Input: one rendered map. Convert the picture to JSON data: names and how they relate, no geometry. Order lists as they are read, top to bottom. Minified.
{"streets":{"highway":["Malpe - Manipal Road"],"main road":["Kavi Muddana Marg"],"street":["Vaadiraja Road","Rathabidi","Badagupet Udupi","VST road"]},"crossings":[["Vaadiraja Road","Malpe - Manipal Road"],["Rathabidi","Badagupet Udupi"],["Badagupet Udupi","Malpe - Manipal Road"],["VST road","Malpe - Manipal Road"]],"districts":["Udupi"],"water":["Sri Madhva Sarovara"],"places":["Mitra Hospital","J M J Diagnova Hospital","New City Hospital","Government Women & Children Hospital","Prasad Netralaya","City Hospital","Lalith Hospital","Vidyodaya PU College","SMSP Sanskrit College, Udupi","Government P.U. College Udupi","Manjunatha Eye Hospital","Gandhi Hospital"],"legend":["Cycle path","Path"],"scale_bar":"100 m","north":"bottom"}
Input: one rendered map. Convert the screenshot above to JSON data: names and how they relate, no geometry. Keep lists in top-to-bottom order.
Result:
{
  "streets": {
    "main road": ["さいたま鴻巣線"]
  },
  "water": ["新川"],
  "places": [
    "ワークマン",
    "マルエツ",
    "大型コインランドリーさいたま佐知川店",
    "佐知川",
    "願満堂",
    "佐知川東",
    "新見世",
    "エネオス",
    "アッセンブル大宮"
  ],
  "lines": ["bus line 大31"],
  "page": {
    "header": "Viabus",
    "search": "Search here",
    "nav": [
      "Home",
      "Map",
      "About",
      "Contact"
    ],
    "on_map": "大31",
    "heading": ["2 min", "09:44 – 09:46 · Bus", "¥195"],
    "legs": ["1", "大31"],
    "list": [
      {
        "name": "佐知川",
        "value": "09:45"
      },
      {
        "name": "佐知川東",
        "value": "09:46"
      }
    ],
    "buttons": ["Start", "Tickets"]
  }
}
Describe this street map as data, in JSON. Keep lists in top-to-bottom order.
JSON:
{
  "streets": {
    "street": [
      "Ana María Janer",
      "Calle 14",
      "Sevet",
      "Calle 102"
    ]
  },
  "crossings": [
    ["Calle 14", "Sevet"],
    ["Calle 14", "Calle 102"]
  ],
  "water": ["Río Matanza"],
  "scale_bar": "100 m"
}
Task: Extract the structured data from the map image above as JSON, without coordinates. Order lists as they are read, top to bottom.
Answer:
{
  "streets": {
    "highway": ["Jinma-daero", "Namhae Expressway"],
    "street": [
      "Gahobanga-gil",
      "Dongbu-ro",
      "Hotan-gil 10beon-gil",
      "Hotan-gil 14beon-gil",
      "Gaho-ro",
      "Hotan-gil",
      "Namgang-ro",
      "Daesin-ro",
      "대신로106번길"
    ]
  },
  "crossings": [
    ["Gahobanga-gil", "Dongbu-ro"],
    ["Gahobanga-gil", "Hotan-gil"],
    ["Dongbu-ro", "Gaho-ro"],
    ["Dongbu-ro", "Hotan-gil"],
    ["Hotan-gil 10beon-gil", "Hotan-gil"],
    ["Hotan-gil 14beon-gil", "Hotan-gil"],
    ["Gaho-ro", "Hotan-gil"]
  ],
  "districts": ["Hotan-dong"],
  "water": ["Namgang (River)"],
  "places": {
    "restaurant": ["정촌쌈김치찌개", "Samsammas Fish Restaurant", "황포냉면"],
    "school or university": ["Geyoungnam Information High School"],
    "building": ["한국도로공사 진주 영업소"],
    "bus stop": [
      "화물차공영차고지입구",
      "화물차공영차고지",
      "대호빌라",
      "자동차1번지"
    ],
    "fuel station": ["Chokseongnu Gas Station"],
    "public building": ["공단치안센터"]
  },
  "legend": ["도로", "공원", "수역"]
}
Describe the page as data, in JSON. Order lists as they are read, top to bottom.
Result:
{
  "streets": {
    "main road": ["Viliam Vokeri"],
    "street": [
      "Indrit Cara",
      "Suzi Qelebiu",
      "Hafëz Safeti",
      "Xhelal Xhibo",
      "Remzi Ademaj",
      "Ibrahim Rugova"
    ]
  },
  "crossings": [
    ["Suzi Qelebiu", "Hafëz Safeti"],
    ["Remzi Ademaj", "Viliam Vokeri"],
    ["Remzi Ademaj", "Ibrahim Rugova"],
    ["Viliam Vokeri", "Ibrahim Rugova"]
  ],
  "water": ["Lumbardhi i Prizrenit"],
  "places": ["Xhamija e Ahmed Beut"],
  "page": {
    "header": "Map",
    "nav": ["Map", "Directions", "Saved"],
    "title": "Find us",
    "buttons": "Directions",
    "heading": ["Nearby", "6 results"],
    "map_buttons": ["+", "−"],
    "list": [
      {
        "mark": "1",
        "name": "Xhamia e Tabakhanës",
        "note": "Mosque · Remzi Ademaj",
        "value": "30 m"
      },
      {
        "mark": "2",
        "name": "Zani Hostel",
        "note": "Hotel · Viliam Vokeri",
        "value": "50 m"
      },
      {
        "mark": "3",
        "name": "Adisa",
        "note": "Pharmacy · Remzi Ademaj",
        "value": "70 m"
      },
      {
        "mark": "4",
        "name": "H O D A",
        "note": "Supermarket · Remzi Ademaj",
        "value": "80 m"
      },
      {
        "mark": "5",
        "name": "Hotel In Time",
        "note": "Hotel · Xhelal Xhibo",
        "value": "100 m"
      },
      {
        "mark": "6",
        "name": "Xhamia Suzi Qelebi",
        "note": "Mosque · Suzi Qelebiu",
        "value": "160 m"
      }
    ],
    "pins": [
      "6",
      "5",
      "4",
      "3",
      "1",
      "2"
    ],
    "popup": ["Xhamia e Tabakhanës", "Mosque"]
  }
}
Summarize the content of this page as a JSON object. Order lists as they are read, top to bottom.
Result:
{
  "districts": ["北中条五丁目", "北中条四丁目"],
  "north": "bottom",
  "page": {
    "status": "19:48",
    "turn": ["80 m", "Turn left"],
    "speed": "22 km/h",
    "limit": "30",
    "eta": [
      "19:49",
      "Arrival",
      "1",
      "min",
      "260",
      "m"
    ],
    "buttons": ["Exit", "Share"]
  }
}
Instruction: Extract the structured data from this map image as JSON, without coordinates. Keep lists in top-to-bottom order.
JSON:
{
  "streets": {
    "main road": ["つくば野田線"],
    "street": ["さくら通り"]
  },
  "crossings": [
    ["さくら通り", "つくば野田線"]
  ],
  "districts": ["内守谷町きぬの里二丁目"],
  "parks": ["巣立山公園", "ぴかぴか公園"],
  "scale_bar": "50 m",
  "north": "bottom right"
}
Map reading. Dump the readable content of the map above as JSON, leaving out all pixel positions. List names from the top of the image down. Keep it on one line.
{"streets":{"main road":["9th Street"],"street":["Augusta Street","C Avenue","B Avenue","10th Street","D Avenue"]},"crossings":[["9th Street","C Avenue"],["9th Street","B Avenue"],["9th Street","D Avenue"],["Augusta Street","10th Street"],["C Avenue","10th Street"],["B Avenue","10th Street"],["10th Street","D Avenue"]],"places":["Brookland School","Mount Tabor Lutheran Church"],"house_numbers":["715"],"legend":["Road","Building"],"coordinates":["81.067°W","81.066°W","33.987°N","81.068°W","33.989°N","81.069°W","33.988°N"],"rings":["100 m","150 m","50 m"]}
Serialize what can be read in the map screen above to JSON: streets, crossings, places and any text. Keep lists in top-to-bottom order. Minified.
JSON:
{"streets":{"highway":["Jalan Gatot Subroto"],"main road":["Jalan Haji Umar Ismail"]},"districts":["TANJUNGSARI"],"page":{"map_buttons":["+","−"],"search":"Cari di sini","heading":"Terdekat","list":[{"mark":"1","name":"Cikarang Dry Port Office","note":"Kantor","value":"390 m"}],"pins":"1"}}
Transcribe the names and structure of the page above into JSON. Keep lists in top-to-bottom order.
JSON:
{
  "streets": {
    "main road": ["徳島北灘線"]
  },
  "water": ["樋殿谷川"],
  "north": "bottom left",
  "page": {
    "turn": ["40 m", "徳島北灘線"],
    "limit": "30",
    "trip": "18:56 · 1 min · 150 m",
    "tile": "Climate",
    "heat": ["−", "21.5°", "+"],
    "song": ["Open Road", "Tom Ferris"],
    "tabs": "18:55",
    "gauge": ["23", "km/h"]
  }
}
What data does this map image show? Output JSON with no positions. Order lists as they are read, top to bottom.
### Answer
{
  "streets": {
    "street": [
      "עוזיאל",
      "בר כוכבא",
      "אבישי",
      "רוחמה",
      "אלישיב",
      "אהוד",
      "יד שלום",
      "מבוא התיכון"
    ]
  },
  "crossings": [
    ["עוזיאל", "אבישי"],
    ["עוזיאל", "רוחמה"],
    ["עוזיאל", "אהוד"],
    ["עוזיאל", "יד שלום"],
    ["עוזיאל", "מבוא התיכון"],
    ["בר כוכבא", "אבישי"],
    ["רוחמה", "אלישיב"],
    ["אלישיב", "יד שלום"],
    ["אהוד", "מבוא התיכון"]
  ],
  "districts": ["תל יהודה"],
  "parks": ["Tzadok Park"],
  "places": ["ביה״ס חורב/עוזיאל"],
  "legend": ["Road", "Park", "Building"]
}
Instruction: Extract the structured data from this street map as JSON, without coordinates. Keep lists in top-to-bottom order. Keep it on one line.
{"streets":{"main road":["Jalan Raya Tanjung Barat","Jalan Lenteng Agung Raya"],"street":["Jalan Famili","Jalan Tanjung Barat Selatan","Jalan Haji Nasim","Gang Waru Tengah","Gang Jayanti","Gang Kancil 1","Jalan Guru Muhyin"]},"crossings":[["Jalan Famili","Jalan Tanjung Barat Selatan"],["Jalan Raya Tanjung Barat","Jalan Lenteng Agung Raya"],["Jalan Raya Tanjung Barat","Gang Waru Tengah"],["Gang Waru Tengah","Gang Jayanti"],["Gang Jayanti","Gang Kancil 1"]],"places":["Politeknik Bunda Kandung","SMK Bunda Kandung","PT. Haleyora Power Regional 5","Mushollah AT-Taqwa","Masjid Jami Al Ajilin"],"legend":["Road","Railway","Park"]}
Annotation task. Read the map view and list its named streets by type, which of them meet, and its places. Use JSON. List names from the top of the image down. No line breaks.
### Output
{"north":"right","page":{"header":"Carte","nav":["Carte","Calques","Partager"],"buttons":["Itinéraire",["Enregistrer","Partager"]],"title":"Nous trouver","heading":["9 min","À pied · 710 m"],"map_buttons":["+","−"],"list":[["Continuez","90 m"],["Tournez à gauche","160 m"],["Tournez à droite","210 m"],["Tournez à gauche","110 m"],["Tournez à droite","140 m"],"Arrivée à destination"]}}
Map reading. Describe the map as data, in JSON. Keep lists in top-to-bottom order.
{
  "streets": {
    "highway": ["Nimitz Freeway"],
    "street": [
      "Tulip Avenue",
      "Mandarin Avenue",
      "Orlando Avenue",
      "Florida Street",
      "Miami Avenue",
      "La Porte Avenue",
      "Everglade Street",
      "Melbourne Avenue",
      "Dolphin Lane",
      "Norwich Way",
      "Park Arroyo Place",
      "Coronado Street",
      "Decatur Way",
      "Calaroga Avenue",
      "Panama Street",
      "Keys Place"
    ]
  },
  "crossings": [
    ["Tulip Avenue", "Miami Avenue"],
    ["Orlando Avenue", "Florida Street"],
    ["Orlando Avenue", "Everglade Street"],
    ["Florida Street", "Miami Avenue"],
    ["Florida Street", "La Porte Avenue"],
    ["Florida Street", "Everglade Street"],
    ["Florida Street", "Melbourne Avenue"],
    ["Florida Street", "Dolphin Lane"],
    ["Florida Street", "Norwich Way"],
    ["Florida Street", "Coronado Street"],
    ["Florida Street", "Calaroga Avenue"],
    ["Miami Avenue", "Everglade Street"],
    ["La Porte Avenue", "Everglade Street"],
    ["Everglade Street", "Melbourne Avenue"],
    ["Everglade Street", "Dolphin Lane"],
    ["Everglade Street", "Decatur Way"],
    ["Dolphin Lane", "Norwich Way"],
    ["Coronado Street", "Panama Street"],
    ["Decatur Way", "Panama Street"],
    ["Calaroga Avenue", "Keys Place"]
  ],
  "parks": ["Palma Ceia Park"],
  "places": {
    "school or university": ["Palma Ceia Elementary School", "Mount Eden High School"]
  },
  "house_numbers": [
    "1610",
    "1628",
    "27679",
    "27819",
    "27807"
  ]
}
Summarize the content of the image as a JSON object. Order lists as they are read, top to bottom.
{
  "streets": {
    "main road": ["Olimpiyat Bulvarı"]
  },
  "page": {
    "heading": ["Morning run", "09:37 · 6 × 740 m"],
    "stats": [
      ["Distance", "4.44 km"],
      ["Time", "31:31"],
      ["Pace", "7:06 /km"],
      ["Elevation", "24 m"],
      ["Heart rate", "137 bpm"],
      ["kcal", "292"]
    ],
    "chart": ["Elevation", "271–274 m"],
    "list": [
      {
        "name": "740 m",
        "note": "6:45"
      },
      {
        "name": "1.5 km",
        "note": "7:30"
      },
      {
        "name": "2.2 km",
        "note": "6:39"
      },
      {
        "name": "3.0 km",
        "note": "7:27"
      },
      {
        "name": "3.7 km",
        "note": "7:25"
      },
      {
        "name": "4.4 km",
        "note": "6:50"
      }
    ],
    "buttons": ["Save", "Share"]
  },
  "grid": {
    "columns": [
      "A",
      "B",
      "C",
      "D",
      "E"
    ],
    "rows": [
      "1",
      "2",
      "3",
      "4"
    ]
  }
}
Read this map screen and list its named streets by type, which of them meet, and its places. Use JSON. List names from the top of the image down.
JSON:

========

Task to carry out — Locate the lines above that hold the word "type". Show every one of them.

Solution to this problem —
Annotation task. Read the map view and list its named streets by type, which of them meet, and its places. Use JSON. List names from the top of the image down. No line breaks.
Read this map screen and list its named streets by type, which of them meet, and its places. Use JSON. List names from the top of the image down.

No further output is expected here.